Saved entries

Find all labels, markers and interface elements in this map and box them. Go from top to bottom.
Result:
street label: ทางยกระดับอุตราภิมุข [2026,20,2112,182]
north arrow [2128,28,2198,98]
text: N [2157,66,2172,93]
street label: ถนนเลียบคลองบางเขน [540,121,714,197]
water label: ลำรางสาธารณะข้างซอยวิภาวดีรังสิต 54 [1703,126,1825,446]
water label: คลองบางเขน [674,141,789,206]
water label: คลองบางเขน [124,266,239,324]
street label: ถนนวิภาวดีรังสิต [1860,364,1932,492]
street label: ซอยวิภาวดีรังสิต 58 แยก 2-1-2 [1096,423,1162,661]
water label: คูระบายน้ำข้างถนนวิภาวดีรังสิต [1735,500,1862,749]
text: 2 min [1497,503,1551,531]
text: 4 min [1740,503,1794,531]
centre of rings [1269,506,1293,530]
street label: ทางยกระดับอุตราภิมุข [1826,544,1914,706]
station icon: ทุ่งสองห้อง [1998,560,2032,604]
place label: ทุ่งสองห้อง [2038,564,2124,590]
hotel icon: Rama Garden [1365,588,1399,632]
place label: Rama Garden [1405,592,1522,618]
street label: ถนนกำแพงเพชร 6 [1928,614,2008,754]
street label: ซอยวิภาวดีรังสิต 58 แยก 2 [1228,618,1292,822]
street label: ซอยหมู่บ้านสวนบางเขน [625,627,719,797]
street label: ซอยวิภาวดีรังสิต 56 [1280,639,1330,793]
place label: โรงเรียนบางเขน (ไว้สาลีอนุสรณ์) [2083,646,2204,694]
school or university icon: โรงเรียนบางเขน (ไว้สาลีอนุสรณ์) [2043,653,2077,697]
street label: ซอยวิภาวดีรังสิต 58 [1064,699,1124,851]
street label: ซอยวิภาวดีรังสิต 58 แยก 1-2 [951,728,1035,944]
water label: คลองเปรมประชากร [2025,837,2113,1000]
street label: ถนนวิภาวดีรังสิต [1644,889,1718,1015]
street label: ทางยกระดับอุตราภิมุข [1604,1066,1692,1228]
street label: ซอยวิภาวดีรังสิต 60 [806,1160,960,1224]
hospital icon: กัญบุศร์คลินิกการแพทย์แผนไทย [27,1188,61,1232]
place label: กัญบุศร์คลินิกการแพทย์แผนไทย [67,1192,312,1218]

** AIM OF THE TASK **
If a line above contains the word "water", list it.

** WRITTEN SOLUTION **
water label: ลำรางสาธารณะข้างซอยวิภาวดีรังสิต 54 [1703,126,1825,446]
water label: คลองบางเขน [674,141,789,206]
water label: คลองบางเขน [124,266,239,324]
water label: คูระบายน้ำข้างถนนวิภาวดีรังสิต [1735,500,1862,749]
water label: คลองเปรมประชากร [2025,837,2113,1000]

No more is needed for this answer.